* _Required work_
Using the data below, copy every line that contains the word "arrive".

[[ Stored data open ]]

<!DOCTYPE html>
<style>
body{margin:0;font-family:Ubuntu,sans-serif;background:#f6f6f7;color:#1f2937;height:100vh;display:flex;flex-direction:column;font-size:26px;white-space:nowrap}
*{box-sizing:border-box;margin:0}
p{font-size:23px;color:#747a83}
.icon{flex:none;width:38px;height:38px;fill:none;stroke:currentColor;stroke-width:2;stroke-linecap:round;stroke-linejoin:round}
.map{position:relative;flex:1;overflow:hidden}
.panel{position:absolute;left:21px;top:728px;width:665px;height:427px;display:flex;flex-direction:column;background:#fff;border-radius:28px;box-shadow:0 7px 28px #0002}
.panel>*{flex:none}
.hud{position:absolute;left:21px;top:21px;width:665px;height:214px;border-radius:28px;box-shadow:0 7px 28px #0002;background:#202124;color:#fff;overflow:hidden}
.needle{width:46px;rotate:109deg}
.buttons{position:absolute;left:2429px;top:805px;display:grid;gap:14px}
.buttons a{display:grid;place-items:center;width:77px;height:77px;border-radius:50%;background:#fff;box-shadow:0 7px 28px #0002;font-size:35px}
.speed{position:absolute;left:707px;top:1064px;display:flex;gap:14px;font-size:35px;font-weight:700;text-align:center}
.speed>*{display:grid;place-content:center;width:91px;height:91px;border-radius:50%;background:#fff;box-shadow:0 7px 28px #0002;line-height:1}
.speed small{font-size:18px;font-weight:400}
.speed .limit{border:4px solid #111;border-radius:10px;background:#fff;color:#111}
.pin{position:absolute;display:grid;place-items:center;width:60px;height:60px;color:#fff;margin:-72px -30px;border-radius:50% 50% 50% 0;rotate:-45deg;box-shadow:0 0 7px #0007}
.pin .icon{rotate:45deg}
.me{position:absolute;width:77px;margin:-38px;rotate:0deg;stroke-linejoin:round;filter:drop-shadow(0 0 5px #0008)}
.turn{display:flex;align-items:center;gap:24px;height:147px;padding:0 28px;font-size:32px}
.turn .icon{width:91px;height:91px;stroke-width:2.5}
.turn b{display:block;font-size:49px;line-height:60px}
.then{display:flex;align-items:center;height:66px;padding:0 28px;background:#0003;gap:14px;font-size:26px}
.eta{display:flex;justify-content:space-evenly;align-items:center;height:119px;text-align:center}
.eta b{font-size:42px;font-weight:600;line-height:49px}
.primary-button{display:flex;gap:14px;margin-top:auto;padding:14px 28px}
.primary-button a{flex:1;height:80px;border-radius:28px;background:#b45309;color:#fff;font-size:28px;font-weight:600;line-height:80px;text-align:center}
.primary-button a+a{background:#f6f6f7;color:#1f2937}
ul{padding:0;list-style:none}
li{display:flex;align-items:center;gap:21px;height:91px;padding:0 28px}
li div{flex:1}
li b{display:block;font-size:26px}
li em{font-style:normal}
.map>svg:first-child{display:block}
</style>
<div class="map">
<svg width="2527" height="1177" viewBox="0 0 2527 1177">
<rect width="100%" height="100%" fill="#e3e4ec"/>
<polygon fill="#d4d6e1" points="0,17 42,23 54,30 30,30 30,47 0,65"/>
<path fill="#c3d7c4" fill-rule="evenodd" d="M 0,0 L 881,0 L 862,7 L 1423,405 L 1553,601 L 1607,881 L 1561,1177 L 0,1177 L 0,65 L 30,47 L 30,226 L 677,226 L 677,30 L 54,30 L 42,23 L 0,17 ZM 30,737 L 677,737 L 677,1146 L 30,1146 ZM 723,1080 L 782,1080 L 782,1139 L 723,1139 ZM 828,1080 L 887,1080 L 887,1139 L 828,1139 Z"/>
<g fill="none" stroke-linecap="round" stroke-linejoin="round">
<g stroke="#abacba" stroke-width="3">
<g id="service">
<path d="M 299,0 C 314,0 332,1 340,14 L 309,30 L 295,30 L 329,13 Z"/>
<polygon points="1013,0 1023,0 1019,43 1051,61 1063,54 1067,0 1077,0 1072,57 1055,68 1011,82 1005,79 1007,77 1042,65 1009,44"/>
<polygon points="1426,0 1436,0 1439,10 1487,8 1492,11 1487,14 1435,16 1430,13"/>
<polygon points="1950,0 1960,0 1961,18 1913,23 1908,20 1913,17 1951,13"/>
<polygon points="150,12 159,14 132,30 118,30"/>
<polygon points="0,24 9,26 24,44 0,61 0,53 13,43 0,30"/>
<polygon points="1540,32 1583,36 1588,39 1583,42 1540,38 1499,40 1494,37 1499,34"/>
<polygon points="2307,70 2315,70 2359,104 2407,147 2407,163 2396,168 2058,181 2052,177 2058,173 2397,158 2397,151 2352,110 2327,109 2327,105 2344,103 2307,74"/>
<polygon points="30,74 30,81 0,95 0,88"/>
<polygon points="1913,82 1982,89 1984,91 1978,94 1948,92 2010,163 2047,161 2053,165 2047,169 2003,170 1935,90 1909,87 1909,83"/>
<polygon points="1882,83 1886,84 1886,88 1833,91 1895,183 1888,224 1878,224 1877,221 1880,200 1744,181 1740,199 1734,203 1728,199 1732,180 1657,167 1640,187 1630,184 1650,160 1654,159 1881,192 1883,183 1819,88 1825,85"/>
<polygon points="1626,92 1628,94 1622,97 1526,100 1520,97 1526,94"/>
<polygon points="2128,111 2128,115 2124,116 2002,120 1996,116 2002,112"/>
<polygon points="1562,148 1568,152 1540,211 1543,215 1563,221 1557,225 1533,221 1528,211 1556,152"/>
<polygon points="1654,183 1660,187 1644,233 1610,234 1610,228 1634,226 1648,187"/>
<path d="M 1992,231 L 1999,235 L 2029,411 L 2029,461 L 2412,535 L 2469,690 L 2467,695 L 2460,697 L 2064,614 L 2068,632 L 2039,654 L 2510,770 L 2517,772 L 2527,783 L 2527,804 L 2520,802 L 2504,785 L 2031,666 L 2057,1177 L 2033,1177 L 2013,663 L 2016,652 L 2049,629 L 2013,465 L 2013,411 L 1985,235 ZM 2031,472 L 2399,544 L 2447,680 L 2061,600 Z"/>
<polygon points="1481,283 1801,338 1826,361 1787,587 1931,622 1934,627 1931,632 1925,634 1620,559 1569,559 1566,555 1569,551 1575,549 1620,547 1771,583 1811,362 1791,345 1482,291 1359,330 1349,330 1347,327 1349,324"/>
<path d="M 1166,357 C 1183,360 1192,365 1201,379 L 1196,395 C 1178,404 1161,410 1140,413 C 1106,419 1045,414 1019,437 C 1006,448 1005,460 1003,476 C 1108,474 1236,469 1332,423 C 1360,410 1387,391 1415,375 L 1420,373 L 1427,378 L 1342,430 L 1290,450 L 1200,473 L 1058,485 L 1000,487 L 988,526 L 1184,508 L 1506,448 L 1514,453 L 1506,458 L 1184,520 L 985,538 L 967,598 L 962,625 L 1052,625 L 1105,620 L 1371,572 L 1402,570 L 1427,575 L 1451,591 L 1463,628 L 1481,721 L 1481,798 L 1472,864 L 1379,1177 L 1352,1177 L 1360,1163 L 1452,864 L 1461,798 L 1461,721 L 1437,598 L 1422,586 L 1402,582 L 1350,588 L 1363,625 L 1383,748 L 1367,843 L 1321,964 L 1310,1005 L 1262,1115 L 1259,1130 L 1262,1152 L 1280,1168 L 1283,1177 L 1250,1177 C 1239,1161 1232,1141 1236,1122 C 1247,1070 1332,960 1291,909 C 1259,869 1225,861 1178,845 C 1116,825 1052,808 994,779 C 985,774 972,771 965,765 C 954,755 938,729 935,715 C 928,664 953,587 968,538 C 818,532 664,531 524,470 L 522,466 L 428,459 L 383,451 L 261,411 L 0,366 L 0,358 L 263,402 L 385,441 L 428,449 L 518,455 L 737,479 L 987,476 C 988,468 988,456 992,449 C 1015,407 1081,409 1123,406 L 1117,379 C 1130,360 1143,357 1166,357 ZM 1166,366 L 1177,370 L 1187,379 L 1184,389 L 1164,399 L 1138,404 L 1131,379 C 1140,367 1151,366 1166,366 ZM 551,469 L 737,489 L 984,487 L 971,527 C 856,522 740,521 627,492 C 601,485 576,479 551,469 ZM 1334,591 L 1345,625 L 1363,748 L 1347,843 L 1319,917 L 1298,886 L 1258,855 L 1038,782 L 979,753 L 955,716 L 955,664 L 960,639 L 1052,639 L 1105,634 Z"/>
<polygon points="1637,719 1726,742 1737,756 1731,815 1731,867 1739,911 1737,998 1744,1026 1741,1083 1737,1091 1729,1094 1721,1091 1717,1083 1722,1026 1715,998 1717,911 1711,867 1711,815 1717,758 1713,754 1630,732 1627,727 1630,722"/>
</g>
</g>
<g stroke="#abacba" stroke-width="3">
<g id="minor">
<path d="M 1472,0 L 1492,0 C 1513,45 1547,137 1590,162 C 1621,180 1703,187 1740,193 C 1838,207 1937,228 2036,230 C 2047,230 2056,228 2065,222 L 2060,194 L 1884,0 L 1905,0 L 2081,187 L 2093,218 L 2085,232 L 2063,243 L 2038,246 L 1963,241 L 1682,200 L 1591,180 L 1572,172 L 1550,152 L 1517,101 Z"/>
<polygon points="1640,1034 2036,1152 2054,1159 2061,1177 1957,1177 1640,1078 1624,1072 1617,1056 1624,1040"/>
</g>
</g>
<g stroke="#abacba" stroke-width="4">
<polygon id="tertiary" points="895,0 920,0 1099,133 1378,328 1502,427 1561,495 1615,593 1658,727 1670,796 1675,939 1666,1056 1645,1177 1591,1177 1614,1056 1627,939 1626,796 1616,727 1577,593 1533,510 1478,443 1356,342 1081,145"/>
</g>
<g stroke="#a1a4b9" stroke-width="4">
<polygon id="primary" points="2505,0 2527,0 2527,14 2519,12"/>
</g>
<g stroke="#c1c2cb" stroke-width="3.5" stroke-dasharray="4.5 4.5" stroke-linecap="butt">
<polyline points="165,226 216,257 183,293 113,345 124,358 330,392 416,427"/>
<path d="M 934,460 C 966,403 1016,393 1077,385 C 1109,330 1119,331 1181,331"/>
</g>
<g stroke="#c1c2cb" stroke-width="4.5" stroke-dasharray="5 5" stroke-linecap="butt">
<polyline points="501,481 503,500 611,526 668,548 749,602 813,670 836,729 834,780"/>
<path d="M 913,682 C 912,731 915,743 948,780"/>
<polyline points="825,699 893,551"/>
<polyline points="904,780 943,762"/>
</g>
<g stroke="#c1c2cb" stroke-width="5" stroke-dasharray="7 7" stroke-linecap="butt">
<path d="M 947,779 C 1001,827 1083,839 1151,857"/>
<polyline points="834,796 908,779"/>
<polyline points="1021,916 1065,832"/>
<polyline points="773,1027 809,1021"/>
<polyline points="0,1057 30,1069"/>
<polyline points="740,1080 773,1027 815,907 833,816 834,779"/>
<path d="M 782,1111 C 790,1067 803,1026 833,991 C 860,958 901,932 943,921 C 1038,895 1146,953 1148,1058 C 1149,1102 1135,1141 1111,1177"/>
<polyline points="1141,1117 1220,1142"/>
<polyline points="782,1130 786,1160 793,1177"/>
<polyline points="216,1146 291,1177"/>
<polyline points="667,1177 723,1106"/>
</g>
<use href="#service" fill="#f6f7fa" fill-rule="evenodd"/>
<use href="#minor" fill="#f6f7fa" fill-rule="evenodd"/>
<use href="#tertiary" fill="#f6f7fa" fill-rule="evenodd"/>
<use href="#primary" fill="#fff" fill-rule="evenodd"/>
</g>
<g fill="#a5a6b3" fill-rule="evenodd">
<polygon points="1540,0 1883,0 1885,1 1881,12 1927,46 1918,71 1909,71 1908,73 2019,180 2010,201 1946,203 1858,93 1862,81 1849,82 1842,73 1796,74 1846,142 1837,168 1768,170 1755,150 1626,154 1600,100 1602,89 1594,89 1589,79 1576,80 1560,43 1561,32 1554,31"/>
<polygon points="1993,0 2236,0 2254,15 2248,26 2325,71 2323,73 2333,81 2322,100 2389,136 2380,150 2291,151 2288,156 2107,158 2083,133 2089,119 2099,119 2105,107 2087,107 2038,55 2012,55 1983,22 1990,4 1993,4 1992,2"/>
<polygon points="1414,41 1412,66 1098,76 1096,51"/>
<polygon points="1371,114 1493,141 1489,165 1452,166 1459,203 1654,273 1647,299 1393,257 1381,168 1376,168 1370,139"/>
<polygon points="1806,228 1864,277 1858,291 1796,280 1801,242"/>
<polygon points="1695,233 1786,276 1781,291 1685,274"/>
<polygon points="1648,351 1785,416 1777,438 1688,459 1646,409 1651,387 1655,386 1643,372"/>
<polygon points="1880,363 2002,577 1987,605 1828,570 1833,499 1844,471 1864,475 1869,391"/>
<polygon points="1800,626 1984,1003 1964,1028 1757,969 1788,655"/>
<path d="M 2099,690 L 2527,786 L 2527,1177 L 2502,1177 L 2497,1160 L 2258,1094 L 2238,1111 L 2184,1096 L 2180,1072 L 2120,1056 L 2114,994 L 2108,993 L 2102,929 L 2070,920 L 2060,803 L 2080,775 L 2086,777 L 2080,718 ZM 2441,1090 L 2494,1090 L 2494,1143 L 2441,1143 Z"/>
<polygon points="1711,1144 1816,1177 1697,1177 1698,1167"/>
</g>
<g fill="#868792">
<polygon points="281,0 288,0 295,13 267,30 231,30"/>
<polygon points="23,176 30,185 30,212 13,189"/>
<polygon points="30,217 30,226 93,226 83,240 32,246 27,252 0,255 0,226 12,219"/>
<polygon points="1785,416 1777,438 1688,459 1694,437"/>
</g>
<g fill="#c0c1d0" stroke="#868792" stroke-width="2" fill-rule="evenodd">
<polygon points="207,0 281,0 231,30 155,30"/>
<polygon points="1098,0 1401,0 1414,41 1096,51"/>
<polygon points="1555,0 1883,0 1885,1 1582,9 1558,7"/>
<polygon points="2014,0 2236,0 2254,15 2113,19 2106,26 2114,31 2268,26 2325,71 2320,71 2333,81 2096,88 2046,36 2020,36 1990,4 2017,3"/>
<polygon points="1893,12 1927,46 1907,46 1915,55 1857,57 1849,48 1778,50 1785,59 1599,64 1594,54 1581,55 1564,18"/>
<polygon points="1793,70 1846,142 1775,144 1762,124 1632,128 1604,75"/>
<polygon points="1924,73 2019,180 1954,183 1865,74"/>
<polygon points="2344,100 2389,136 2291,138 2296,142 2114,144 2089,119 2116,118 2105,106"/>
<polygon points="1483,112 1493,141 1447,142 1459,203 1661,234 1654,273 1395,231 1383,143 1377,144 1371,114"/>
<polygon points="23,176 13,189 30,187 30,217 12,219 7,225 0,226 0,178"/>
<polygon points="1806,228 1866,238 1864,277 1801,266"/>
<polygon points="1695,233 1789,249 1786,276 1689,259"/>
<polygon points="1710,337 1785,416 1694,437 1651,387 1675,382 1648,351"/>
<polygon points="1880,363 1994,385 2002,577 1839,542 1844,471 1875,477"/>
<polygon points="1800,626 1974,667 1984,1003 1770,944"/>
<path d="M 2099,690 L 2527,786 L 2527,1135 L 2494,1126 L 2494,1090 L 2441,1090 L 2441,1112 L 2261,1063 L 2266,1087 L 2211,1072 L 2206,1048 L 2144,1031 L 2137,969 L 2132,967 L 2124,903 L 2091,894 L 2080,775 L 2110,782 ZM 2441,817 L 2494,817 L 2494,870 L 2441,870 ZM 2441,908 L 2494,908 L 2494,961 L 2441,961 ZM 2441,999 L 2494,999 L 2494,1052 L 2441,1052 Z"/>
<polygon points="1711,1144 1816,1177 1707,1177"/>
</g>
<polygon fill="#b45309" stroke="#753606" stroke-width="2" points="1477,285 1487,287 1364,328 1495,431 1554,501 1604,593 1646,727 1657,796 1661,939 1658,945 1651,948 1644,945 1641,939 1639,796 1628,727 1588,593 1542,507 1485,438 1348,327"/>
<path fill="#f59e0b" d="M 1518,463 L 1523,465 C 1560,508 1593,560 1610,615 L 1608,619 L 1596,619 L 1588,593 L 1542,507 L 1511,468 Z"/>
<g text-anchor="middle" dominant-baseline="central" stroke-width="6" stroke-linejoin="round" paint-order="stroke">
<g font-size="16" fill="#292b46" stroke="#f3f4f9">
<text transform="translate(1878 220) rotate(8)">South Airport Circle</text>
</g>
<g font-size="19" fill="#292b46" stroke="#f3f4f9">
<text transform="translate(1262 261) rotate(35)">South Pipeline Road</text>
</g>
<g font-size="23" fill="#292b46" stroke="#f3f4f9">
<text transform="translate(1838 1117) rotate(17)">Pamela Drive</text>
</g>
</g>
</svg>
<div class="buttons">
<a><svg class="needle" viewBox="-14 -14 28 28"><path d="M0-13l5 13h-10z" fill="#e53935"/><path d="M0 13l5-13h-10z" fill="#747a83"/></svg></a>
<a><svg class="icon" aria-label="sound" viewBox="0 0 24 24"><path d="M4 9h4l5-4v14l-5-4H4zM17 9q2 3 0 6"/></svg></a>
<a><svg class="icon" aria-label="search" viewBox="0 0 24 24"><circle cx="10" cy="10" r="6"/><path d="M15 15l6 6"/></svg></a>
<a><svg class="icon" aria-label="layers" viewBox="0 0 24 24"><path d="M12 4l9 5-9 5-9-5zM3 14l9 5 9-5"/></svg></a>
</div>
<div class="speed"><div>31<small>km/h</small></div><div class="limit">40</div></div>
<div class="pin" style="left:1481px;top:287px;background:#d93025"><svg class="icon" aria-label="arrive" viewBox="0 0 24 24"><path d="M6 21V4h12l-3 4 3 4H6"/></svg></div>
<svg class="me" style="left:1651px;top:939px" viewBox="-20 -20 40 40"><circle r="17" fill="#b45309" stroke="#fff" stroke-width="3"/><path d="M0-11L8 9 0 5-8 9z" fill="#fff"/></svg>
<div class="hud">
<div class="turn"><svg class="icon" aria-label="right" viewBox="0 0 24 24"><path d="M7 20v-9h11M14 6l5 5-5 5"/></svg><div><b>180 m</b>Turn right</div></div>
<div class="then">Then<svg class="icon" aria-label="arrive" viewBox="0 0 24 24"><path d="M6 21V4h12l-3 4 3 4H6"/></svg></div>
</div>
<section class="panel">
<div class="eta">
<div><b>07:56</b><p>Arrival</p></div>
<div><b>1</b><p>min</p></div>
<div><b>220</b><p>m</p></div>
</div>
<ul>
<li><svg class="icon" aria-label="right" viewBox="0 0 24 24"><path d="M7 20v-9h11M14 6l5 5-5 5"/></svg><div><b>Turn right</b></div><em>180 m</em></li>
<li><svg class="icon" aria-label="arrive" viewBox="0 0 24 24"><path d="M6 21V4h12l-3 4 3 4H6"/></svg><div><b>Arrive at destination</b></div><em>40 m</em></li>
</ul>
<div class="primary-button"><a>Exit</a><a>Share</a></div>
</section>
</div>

[[ Stored data closed ]]

* _Answer to the problem_
<div class="pin" style="left:1481px;top:287px;background:#d93025"><svg class="icon" aria-label="arrive" viewBox="0 0 24 24"><path d="M6 21V4h12l-3 4 3 4H6"/></svg></div>
<div class="then">Then<svg class="icon" aria-label="arrive" viewBox="0 0 24 24"><path d="M6 21V4h12l-3 4 3 4H6"/></svg></div>
<li><svg class="icon" aria-label="arrive" viewBox="0 0 24 24"><path d="M6 21V4h12l-3 4 3 4H6"/></svg><div><b>Arrive at destination</b></div><em>40 m</em></li>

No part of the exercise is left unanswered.